For reference, the building the tests were performed in is located barely a few hundred metres from the local TV mast. Signal strength at the point of testing is therefore as good as can possibly be expected, since the mast is within visible line of sight at all times and it's a base transmitter, not a repeater.
The DigiTV and the Daewoo both tuned all available (non-pay) channels, and all were watchable at excellent quality. Both the Daewoo's interface and the DigiTV software report nearly perfect signal quality throughout. The AIWs, however, only picked up ~80% of those channels, with a couple of those (the same two each time) unwatchable. MMC reported full signal quality for every channel, however its signal meter is crude.
Current testing indicates that the signal is actually too strong for the AIW, causing it to fail on tuning some of the channels.
Tuner quality
While we didn't have the setup available to have all four tuners tune at the same time, and capture the same frame of TV simultaneously, we can give you a subjective analysis of the image quality.When the AIWs could tune the channel successfully, the image looked great. Same with the DigiTV and the same with the Daewoo set-top receiver. The AIW is therefore just let down by not being able to tune everything available.
For examples of tuner quality from the AIW Radeon X1900, click the following thumbnails.
A short visual inspection test with all tuners, on a range of programme content spat out from one MUX, shows all doing well when deinterlacing broadcast DVB-T in the UK. The 4:2:0 (and possibly 4:2:2) broadcast cadence is apparently detected and handled by all, without any issue, from the 16QAM transmission being tuned.

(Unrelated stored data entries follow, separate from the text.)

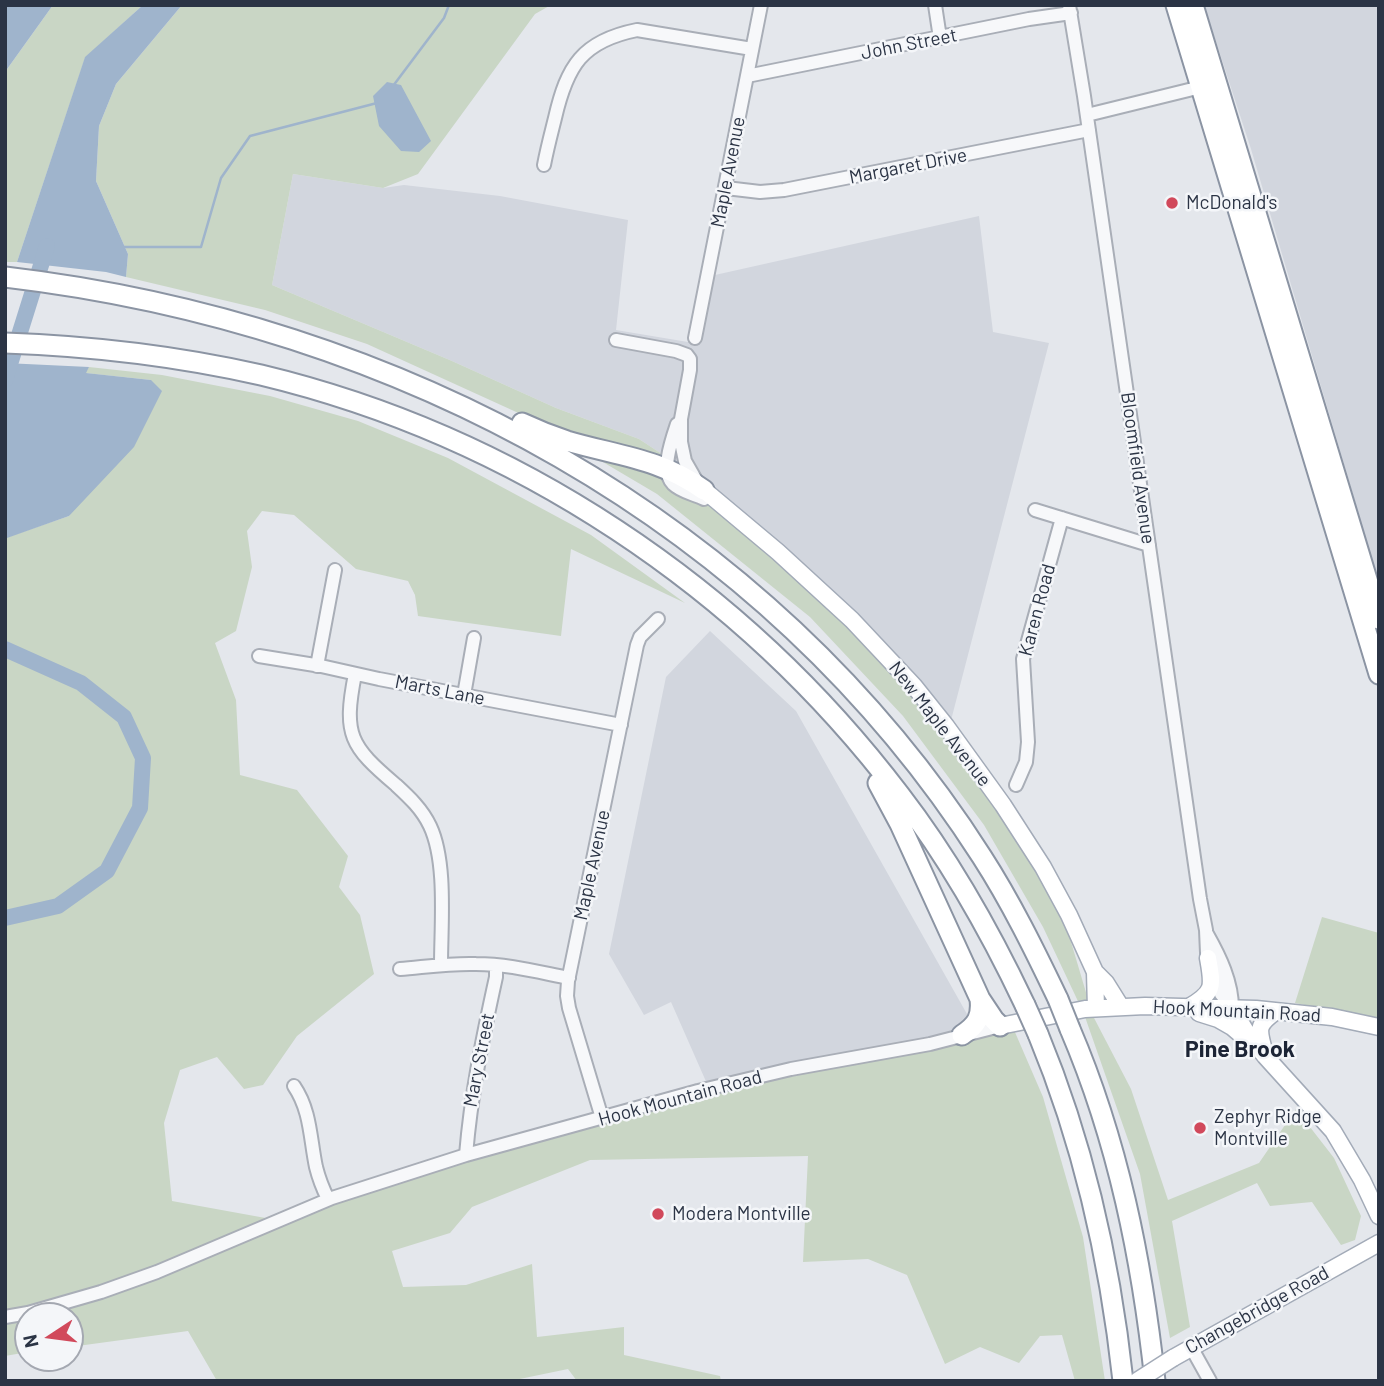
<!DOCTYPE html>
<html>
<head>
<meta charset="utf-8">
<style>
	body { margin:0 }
	#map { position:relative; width:1384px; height:1386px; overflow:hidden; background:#e4e7ec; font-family:Barlow,sans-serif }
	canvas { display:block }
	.frame { position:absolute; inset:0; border:7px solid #2b3445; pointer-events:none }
	.north { position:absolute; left:14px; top:1302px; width:70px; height:70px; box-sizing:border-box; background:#f4f6f9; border:2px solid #a4a8b1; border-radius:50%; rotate:257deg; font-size:19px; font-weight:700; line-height:28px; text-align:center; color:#2b3445 }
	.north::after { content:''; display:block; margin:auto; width:24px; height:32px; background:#d1495b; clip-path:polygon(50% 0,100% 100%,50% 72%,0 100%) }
</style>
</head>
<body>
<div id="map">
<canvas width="1384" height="1386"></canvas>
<div class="frame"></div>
<div class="north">N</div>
</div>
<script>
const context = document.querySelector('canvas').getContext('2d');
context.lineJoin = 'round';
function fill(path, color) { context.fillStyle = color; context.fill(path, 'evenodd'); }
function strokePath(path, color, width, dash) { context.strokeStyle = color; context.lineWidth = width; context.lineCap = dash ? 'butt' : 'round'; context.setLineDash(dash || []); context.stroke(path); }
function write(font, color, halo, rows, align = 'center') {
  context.font = font + ' Barlow,sans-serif'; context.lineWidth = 5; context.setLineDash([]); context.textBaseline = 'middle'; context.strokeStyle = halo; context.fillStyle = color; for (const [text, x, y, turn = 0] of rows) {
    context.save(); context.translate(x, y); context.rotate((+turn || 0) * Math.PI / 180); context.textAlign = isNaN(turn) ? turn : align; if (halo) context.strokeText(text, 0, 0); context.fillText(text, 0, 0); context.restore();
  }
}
fill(new Path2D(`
	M1204 5H1379V583L1251 149Z
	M293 174 383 188 404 185 500 196 628 220 616 330 694 343 706 277 979 216 993 332 1049 343 949 728 671 460 639 439 556 408 452 361 272 285Z
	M710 631 796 711 976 1030 708 1086 671 1002 644 1015 609 954 666 677Z`), '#d2d6de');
fill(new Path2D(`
	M53 5H143L85 58 17 262H5V72Z
	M182 5H551L535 14 418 174 383 188 293 174 272 285 452 361 556 408 639 439 671 460 803 572 949 728 1055 888 1093 1016 1131 1089 1168 1200 1259 1163 1296 1109 1334 1158 1361 1216 1355 1240 1341 1245 1312 1202 1270 1206 1257 1183 1172 1221 1190 1327 1170 1338 1140 1174 1084 1014 1043 927 984 825 903 716 810 617 657 494 525 416 367 344 265 310 126 277 128 254 96 181 99 126 116 84Z
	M89 367 162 375 270 396 358 421 448 458 591 535 685 603 571 549 561 636 418 616 415 595 408 581 356 569 294 515 262 511 247 531 252 567 236 631 215 643 236 700 240 775 297 790 348 856 339 887 360 915 374 974 297 1036 263 1085 244 1089 217 1057 180 1070 164 1123 172 1201 282 1221 398 1174 708 1086 1011 1023 1043 1097 1083 1237 1105 1381H1075L1062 1335 1040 1336 1019 1363 980 1347 945 1364 907 1275 868 1259 803 1262 808 1156 590 1160 472 1207 450 1233 392 1251 403 1287 466 1285 532 1264 537 1337 624 1327V1355L720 1376 721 1381H577L568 1369 510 1381H217L188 1331 70 1347V1316H28V1352L5 1356V538L69 516 151 380 85 373Z
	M1322 917 1379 933V1020L1295 1003Z`), '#c9d6c5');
fill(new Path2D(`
	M5 5H53L5 72Z
	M143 5H182L116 84 99 126 96 181 128 254 126 277 106 272 17 262 85 57Z
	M387 82 401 85 431 141 419 152 401 151 379 126 373 96Z
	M5 363 89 367 86 373 151 380 162 391 134 447 69 516 7 538H5Z`), '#9fb4cc');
strokePath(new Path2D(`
	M393 86 444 18 449 5
	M124 247H201L221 178 250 136 377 103`), '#9fb4cc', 2.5);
strokePath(new Path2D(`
	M5 380 47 246
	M5 649 81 683 124 717 143 758 140 808 107 871 58 906 5 918`), '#9fb4cc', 16);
const minor = new Path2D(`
	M935 5 940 38
	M1069 5 1084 96 1200 899 1206 930 1207 953 1221 994 1232 1008
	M747 76 1029 19 1071 13
	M1087 115 1201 87
	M544 165C547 149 551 134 555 118 567 66 582 41 637 30L752 49
	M726 188 760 192 784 190 1089 130
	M695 338 761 5
	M616 340 676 351 687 355 690 359V370L681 419V442L685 461 697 482
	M677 424C672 439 660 472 673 484 681 492 694 494 704 499
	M1035 510 1149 545
	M259 656 321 666 379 679 621 725
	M317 666 335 570
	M355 674C343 735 350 746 396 785 409 797 422 809 430 826 447 862 441 924 441 965
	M464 695 474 638
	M1016 785 1026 762 1028 742 1023 659 1062 518
	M1207 934C1220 957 1232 982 1232 1008
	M400 969C425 967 451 963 476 964 508 964 538 972 569 978
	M294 1086C311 1111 310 1139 316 1167 319 1179 323 1189 328 1199
	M602 1118 569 1008 567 996 568 981 637 645 640 637 658 619
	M466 1155C471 1094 483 1036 496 977V965
	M5 1317 28 1313 101 1292 157 1272 332 1198 466 1155 698 1091 791 1069 930 1044 1000 1026
	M1191 1347 1210 1381`);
const major = new Path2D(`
	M704 490 778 552 852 620 914 686 946 726 1003 805 1043 867 1069 915 1095 972 1106 983 1121 1007
	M1095 972 1096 1008
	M1189 1007C1215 992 1213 986 1208 958
	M1232 1008 1247 1033 1265 1056 1333 1131 1362 1180 1379 1216
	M1199 1013 1218 1019 1232 1027 1246 1039
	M1000 1026 1085 1009 1145 1006 1256 1009 1332 1017 1379 1027
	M1264 1050C1258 1029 1257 1025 1275 1012
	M1173 1358 1379 1243`);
const highway = new Path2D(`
	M1176 5 1379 674
	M1193 5 1379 619
	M5 277C398 323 766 519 982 857 1011 902 1035 951 1058 999
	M5 343C91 346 177 356 261 375 515 436 742 587 900 795 950 860 990 931 1025 1005
	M522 423C537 430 552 436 567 441 618 456 659 458 704 490
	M878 783 900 824 980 999 994 1020 1000 1026
	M1070 1029C1118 1141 1142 1260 1155 1381
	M1038 1034C1084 1145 1110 1261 1123 1381
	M962 1035C977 1025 982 1017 980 999`);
strokePath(minor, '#a9aeb7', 16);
strokePath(major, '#a3abb8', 19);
strokePath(highway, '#8b94a3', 23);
strokePath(minor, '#f7f8fa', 12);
strokePath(major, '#fff', 16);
strokePath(highway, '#fff', 19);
const majorBridge = new Path2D(`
	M1137 1381 1173 1358`);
const highwayBridge = new Path2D(`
	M1058 999 1070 1029
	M1025 1005 1038 1034`);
strokePath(majorBridge, '#a3abb8', 19, []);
strokePath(highwayBridge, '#8b94a3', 23, []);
strokePath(majorBridge, '#fff', 16);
strokePath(highwayBridge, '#fff', 19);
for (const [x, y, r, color] of [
	[1172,203,7,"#d1495b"],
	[1200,1128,7,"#d1495b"],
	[658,1214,7,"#d1495b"]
]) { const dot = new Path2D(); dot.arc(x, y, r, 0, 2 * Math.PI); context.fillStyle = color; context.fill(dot); strokePath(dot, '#f4f6f9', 2.5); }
write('19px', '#2b3445', '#f4f6f9', [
	["John Street",909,44,-11],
	["Margaret Drive",908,166,-11],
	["Maple Avenue",728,172,-79],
	["Bloomfield Avenue",1138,468,82],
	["Karen Road",1037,610,-75],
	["Marts Lane",440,690,11],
	["New Maple Avenue",940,724,52],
	["Maple Avenue",592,865,-78],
	["Hook Mountain Road",1237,1011,3],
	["Mary Street",479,1060,-79],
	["Hook Mountain Road",680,1098,-15],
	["Changebridge Road",1257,1310,-29]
]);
write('19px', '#2b3445', '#f4f6f9', [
	["McDonald's",1186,203],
	["Zephyr Ridge",1214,1117],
	["Montville",1214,1139],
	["Modera Montville",672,1214]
], 'left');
write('bold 23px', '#1d2536', '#f4f6f9', [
	["Pine Brook",1240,1049]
]);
</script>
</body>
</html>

In short - the tuners can tune. (Ed. !)
Summary
The AIW does subjectively well in the image quality test, when tuning an interlaced, broadcast MPEG-2 DVB-T stream from a strong signal source. However, it seems that overly strong signals are able to faze the AIW boards and their MT2121F and Nxt6000 ASIC combo. The other two tuners on test fare better, comparatively.Remember that tuning tests like these are location specific and shouldn't be taken as an indication of the channel count you might be able to successfully tune in your area. It's our opinion that for the vast majority of AIW customers, the AIW Radeon X1900 (and other DVB-T-able AIWs) will tune the same channel count as a set-top receiver.